At five my son was still ambidextrous. He could use both hands equally well to write but handwriting was sloppy with both and he couldn't draw very well or color in the lines very well or button his shirt and he refused to do puzzles unless they were online versions. The teacher had him just use his right hand for writing and he writes a little better now with his right hand.

To help with fine motor issues, I put him in piano lessons and told the piano teacher that he had hypotonia and fine motor problems. He played piano with both hands equally well and he will probably finish level 3 in a few months. Even now, he will occasionally play the right hand notes with the left hand or the left hand notes with the right. I told the OT about that and the fact that he sometimes still reversed letters (he didn't the day she tested him though) and that we sometimes joked that it must be "misfiring neurons." She said that is exactly what it is and that she thinks sensory integration therapy for his vestibular and proprioceptive issues will help him. He has only had two OT sessions so far so it is too early to tell if it will help him.

One doctor told us that my son might have had mild birth asphyxia when the cord was wrapped around his neck. My husband said his heartbeat slowed down to the point where he could no longer hear it and they had to use forceps to deliver him quickly. I believe my son's problems are related to this, but the developmental pediatrician said we would not be able to prove it.
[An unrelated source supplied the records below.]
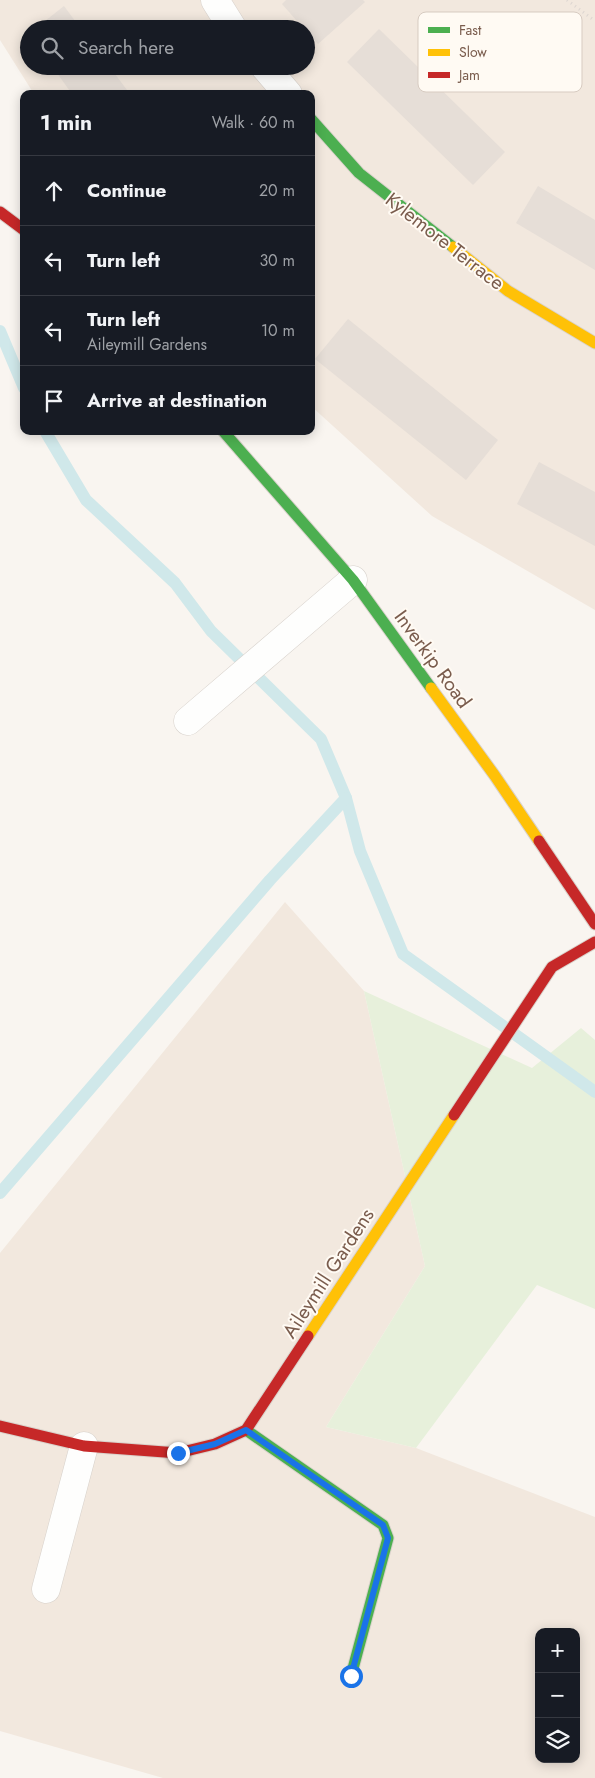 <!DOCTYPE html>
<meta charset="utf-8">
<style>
body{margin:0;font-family:Jost,sans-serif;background:#242831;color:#f1f3f6}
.controls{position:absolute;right:15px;bottom:15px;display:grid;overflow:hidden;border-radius:10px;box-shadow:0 2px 12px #0003}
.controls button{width:45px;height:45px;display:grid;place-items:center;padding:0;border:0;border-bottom:1px solid #363941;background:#171b24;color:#f1f3f6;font:25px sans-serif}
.stop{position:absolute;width:15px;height:15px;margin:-11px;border:4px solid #1a73e8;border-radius:50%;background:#fff}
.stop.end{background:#1a73e8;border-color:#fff;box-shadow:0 1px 5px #0008}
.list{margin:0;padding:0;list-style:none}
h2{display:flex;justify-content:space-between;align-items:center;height:65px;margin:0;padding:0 20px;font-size:21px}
h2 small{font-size:16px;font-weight:400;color:#9ea1a6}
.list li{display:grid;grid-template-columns:32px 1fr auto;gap:15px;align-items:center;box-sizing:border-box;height:70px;padding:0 20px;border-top:1px solid #363941}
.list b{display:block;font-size:19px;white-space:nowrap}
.list p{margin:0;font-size:16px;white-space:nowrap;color:#9ea1a6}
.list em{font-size:16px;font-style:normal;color:#9ea1a6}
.icon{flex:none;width:28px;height:28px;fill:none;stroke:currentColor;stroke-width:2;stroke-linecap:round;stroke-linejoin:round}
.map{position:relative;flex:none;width:595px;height:1778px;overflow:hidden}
.search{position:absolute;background:#171b24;box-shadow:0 2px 12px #0003;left:20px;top:20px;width:295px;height:55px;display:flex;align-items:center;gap:12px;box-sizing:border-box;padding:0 18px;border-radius:28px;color:#9ea1a6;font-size:19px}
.panel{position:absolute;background:#171b24;box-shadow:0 2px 12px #0003;left:20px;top:90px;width:295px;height:345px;border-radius:10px}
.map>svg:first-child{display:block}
.residential{fill:#f2e8de;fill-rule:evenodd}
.green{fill:#e7f0db}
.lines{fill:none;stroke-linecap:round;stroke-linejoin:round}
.stream{stroke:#d0e8ea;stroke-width:12}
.building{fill:#e6ded7}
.street-casing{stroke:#d7d1cb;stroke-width:29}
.fast-casing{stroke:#d9d2cb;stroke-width:13}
.slow-casing{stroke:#d9d2cb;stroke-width:13}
.jam-casing{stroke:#d9d2cb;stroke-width:13}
.path{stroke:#dcd5d0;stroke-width:3;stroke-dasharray:1 4;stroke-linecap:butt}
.street{stroke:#fefefd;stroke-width:28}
.fast{stroke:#4caf50;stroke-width:11}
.slow{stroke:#ffc107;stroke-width:11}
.jam{stroke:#c62828;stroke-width:11}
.route{stroke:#1a73e8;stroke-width:6}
.labels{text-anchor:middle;stroke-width:4;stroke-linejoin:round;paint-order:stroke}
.street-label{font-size:20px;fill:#7a5c4d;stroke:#fffaf3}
.key{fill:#fffaf3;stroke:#d7cbc1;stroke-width:1}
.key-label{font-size:14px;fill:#7a5c4d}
</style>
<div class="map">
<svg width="595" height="1778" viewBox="0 0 595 1778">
<rect width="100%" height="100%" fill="#f9f5f0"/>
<g class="residential">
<path d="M 0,0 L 595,0 L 595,610 L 432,516 L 311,406 L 311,94 L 34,94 L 0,40 ZM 29,29 L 306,29 L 306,66 L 29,66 Z"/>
<path d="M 285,902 L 364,991 L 425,1266 L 326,1427 L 416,1448 L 595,1517 L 595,1778 L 163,1778 L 0,1731 L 0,1253 ZM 539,1632 L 576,1632 L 576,1759 L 539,1759 Z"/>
</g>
<path class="green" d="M 364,991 L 532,1068 L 581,1028 L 595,1040 L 595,1309 L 537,1285 L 416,1448 L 326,1427 L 425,1266 Z"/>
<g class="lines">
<g class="stream">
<path d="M 0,331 L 24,388"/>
<path d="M 45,431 L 86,500 L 175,583 L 211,631 L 321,739 L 346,798 L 360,851 L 403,954 L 595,1092"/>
<path d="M 0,1193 L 270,880 L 346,798"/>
</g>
</g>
<g class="building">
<path d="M 286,0 L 363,0 L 365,2 L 318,44 L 306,31 L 306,29 L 304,29 L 282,4 Z"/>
<path d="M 64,6 L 81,29 L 35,29 Z"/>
<path d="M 379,29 L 505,152 L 473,185 L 347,62 Z"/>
<path d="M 52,66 L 109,66 L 130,94 L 72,94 Z"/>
<path d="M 538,186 L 595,220 L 595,270 L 516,223 Z"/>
<path d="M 348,319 L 498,440 L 466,480 L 315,359 Z"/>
<path d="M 539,462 L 595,492 L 595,546 L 517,504 Z"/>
</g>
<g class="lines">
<defs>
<g id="street">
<path d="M 215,0 L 233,29"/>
<path d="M 264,66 L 288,94"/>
<path d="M 188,721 L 353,580"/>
<path d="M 46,1589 L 84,1446"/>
</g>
<g id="fast">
<path d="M 311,119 L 359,173 L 453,247"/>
<path d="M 223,431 L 353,580 L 431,688"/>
<path d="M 246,1430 L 383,1525 L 388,1538 L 351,1676"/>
</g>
<g id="slow">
<path d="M 453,247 L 508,291 L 595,343"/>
<path d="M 431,688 L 495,776 L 539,841"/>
<path d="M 308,1336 L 454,1115"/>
</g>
<g id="jam">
<path d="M 0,212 L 24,230"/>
<path d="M 539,841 L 595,924"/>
<path d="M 454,1115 L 552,967 L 595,942"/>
<path d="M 0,1426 L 84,1446 L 178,1453 L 215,1444 L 246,1430 L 308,1336"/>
</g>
</defs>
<use href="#street" class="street-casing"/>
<use href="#fast" class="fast-casing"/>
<use href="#slow" class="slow-casing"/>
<use href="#jam" class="jam-casing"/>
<path class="path" d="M 567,0 L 595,21"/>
<use href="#street" class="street"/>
<use href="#fast" class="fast"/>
<use href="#slow" class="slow"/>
<use href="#jam" class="jam"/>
</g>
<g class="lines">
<path class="route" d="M 178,1453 L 215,1444 L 246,1430 L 383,1525 L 388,1538 L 351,1676"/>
</g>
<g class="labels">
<g class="street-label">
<text transform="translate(445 241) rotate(38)" y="7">Kylemore Terrace</text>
<text transform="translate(433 659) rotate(54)" y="7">Inverkip Road</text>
<text transform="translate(328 1273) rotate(-57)" y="7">Aileymill Gardens</text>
</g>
</g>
<rect x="418" y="12" width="164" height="80" rx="8" class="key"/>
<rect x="428" y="27" width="22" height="6" fill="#4caf50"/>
<rect x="428" y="49" width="22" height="7" fill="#ffc107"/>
<rect x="428" y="72" width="22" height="6" fill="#c62828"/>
<g class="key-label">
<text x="459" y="35">Fast</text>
<text x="459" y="57">Slow</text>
<text x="459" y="80">Jam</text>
</g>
</svg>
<div class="controls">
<button>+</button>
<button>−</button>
<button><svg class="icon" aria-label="layers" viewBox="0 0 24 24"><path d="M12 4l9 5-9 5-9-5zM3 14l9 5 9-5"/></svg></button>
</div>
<div class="stop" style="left:351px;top:1676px"></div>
<div class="stop end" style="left:178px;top:1453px"></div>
<div class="search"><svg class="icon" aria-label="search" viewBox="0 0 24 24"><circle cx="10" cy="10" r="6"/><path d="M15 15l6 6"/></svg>Search here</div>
<section class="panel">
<h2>1 min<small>Walk · 60 m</small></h2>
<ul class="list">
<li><svg class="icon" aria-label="ahead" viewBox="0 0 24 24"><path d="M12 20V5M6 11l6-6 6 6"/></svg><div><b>Continue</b></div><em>20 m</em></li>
<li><svg class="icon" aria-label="left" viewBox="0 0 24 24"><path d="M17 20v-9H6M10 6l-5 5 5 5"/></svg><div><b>Turn left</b></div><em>30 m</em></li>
<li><svg class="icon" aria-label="left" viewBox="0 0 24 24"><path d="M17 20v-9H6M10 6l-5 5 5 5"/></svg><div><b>Turn left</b><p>Aileymill Gardens</p></div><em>10 m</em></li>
<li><svg class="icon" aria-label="arrive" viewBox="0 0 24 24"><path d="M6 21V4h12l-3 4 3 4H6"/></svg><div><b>Arrive at destination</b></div></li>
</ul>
</section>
</div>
My son seemed normal when I was pregnant and I did not have any problems during the pregnancy. The only thing I noticed different about him was that he startled more easily than my daughter. If there was a loud noise, like dropping a pan, or if I turned on the vibrator on my vibrating recliner he had more of a reaction than my daughter. He kicked as much as my daughter did if not more. She didn't have any of these problems and most of my family is athletic. When my son learned about DNA and heredity several years ago he wanted to know if he was a genetic mutation so we told him what we thought was the reason for his physical difficulties. I am thinking about taking him to a neurologist even though the developmental pediatrician said he probably wouldn't be able to tell us for sure what caused my son's issues.